Introduction
The following lists were defined shortly after the DfR Architecture Meeting, which was held Jan 3-5, 2012. These lists provide both research needs and software needs from the perspective of the DfR project, in relation to existing DuraCloud and Fedora software capabilities.
DfR Research Needs
- (DFR-2) Shiboleth integration with:
- DuraCloud REST APIs
- DuraCloud and Management Console UI
- DuraCloud clients
- (DFR-1) File processing workflow, how to coordinate each step in the processing pipeline needed to create Fedora objects
- Should take a look at Aaron Birkland's conversion pipeline, existing ETL tools, the FAST search and access tool, the Harvard work, DROID, etc.
- (DFR-3) Verification that files synced to DuraCloud via local connections to Box.net/Dropbox/etc work as expected
- (DFR-4) Determine pieces of Islandora content model which need to be evoked for Islandora to provide full use/access to Fedora objects which were not created via Islandora
- (DFR-5) Determine Islandora Drupal to Fedora XACML security model
DfR Needs which overlap with DuraCloud needs
- (DFR-74 -> DURACLOUD-525) Need an auto-user to be able to handle running multiple services on a schedule
- (DURACLOUD-530, DURACLOUD-531) Services need to be maintained across reboots/upgrades
- (DURACLOUD-582) Sync tool to create a transfer log of all files moved to DuraCloud (with checksum, in format to allow for running through bit integrity checker)
- (DFR-75 -> DURACLOUD-522, DURACLOUD-627) Sync and Retrieval tools to handle file encryption (assumes Encryption Model 2; location/origination of key TBD)
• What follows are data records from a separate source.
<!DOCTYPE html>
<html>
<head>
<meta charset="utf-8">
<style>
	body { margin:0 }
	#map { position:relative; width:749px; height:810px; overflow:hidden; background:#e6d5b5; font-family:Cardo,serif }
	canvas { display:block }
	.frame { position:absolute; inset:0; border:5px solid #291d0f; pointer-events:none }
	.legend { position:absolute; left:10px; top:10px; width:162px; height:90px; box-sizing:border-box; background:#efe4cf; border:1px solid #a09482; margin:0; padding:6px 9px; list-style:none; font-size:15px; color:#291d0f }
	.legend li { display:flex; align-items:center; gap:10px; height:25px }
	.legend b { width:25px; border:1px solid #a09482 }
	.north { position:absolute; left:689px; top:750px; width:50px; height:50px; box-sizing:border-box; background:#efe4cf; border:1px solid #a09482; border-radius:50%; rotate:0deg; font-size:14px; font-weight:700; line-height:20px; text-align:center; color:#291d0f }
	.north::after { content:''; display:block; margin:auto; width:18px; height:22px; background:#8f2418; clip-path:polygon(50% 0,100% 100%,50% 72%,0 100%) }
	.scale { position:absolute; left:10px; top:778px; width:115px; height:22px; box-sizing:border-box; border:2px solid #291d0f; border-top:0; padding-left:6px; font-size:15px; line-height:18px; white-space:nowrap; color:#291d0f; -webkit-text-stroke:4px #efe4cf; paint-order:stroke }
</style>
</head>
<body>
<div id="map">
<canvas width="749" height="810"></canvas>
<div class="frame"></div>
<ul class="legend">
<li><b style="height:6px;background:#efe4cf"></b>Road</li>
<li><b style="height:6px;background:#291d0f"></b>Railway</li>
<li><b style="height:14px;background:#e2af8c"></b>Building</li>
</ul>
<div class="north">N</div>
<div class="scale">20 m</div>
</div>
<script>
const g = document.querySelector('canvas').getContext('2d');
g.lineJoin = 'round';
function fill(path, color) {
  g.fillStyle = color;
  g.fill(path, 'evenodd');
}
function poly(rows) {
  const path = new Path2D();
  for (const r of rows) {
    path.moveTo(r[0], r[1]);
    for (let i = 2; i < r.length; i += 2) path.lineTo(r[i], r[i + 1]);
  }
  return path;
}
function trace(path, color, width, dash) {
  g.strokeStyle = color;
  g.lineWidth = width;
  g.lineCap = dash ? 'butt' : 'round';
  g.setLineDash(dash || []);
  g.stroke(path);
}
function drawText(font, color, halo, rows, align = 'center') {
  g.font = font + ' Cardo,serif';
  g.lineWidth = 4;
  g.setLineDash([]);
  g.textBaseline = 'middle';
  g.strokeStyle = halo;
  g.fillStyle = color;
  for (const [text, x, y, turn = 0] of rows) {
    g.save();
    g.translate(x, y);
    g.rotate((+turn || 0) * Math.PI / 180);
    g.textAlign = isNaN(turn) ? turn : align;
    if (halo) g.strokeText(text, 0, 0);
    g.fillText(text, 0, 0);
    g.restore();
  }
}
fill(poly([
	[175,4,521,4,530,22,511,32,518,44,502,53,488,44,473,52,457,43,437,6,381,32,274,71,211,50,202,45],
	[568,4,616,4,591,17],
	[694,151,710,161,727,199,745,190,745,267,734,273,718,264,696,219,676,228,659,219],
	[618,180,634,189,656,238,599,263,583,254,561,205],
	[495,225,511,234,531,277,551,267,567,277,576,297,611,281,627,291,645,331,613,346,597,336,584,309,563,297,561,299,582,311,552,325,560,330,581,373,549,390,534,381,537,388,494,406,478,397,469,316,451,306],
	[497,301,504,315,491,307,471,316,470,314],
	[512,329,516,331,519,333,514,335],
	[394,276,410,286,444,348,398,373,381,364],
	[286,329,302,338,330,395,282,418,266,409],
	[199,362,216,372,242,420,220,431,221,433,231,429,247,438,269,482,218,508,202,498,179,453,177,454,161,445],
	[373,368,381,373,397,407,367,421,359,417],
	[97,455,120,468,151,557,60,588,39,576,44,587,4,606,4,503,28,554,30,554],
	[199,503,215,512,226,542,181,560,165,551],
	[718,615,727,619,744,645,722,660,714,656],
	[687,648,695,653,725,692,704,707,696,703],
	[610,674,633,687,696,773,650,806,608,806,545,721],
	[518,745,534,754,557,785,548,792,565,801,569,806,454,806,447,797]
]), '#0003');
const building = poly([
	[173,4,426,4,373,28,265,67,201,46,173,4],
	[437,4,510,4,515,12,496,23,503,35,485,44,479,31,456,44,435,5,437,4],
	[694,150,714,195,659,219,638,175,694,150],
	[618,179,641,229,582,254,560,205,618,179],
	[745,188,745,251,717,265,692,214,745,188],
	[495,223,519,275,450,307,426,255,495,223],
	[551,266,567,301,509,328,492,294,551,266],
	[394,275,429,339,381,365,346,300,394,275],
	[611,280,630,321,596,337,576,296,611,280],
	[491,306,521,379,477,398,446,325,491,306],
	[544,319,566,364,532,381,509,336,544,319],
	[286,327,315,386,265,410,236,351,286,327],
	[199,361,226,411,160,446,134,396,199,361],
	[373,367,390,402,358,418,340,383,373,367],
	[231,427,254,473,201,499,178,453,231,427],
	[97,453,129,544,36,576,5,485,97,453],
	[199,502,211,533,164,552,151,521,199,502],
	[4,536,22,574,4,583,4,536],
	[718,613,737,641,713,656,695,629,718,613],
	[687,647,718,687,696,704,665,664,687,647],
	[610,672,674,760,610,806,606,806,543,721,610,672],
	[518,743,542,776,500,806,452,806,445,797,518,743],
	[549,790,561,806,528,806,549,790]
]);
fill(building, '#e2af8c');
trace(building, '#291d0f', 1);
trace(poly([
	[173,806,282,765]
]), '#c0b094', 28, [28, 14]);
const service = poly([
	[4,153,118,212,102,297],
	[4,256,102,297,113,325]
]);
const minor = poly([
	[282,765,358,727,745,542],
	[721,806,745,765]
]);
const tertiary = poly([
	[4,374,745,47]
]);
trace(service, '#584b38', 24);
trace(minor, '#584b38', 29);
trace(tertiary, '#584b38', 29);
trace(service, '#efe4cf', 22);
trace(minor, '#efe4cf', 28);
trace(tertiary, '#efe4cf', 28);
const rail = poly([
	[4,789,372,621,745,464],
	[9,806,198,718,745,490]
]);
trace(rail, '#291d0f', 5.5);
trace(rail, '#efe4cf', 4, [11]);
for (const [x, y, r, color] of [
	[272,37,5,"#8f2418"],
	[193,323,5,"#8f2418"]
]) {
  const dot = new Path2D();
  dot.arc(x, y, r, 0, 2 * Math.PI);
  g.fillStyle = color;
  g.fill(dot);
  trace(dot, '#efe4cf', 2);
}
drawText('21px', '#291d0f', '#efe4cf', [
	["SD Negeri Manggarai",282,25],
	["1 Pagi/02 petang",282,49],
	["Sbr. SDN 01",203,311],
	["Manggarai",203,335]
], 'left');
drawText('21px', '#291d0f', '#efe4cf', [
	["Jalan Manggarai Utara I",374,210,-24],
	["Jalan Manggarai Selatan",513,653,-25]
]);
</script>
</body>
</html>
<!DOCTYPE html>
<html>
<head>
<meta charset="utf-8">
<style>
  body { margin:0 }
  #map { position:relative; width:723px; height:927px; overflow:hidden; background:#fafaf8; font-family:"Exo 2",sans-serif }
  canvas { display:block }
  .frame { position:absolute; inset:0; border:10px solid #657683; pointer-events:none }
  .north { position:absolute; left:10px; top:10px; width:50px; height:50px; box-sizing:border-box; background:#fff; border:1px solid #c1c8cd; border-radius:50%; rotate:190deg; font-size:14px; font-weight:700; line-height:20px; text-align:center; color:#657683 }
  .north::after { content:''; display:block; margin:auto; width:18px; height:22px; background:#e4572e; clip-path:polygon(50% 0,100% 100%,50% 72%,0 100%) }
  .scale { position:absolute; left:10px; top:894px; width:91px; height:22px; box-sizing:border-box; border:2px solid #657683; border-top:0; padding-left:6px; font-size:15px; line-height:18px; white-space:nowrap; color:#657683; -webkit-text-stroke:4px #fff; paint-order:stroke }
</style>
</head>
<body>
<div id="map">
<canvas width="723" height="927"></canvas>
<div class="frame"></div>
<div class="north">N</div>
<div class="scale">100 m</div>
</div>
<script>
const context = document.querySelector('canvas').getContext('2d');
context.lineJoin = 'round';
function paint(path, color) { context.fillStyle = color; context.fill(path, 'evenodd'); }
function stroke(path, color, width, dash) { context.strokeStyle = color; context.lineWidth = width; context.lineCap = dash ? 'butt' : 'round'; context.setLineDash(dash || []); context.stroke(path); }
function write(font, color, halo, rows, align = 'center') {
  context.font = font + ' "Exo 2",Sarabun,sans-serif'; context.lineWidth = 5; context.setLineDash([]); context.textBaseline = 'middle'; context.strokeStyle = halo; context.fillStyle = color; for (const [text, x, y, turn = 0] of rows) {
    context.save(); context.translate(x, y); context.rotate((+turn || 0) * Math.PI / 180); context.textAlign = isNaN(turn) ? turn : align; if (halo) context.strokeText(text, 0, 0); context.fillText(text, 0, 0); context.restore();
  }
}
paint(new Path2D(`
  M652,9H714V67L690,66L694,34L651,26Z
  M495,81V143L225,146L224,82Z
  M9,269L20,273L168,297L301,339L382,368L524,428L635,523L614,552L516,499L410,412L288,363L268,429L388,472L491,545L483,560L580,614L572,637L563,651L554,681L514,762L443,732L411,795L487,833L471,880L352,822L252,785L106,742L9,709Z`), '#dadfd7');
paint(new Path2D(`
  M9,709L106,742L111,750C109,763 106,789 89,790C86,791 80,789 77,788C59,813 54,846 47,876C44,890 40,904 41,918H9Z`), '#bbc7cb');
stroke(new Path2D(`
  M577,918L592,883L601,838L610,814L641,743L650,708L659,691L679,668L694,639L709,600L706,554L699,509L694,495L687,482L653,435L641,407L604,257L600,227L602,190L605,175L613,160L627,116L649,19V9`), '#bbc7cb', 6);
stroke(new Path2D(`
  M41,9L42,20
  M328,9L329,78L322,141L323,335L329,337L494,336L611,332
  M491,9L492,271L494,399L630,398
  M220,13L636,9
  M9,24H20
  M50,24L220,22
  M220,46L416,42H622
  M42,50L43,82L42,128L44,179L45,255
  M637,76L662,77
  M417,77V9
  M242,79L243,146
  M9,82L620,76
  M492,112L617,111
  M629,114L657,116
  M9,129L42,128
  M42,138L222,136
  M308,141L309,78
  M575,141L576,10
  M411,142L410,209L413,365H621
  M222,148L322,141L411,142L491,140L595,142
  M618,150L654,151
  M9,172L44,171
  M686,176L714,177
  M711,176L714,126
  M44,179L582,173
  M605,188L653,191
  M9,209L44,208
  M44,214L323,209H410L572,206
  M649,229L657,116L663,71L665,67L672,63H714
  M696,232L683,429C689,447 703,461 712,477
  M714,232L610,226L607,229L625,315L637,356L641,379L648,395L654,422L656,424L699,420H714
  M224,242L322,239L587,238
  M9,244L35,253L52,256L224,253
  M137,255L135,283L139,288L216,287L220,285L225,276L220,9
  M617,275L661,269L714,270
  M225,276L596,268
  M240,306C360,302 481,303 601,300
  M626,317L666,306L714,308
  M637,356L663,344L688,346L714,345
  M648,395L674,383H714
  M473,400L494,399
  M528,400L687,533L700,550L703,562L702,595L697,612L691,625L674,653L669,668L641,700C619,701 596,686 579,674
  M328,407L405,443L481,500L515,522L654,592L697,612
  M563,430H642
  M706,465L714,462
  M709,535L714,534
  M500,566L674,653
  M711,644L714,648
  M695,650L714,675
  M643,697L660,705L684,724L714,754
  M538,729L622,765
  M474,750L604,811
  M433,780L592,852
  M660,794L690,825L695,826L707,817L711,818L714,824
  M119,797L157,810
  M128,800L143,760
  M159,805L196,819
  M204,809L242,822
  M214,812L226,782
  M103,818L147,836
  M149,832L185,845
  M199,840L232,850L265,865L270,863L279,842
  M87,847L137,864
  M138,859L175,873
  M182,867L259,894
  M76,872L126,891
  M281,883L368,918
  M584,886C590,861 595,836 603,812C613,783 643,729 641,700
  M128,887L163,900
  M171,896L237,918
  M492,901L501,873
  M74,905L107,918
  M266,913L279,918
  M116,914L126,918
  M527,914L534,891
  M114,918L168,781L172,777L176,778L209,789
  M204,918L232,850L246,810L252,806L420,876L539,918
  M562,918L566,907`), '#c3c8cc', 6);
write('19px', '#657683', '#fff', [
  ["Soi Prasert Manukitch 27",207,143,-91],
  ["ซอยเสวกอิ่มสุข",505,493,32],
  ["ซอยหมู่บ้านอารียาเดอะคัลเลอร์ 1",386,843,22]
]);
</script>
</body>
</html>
- (DURACLOUDPRIV-135) Update management console to be able to spin up auxilliary instances (for Fedora, etc) along with the DuraCloud instance
- (DURACLOUDPRIV-137) Create REST API for Management Console
DfR Needs which are not otherwise directly applicable to DuraCloud
- (DFR-6) Management Console, be able to create a DfR account
- (DFR-7) Split apart sync tool to produce:
- A UI which collects all of the necessary parameters (currently command line and Swing versions)
- A piece to discover changes
- A piece that pushes content to DuraCloud - this would be considered the sharable SDK
- (DFR-8) Sync tool should be provided with a unique ID, and should include that ID as a property on all items synced
- (DFR-9) Sync tool to allow for collection of additional metadata and store as a manifest in DuraCloud
- (DFR-10) Integrate external auth (e.g. Shiboleth) based on research findings in DuraCloud at: REST API, DurAdmin, and client utilities (e.g. sync tool)
- Consider if it makes sense for us to provide an IDP server to support a Shibboleth id manager that we host for those users who are not wanting to hook up to an existing provider (i.e. all DuraCloud users end up in Shib)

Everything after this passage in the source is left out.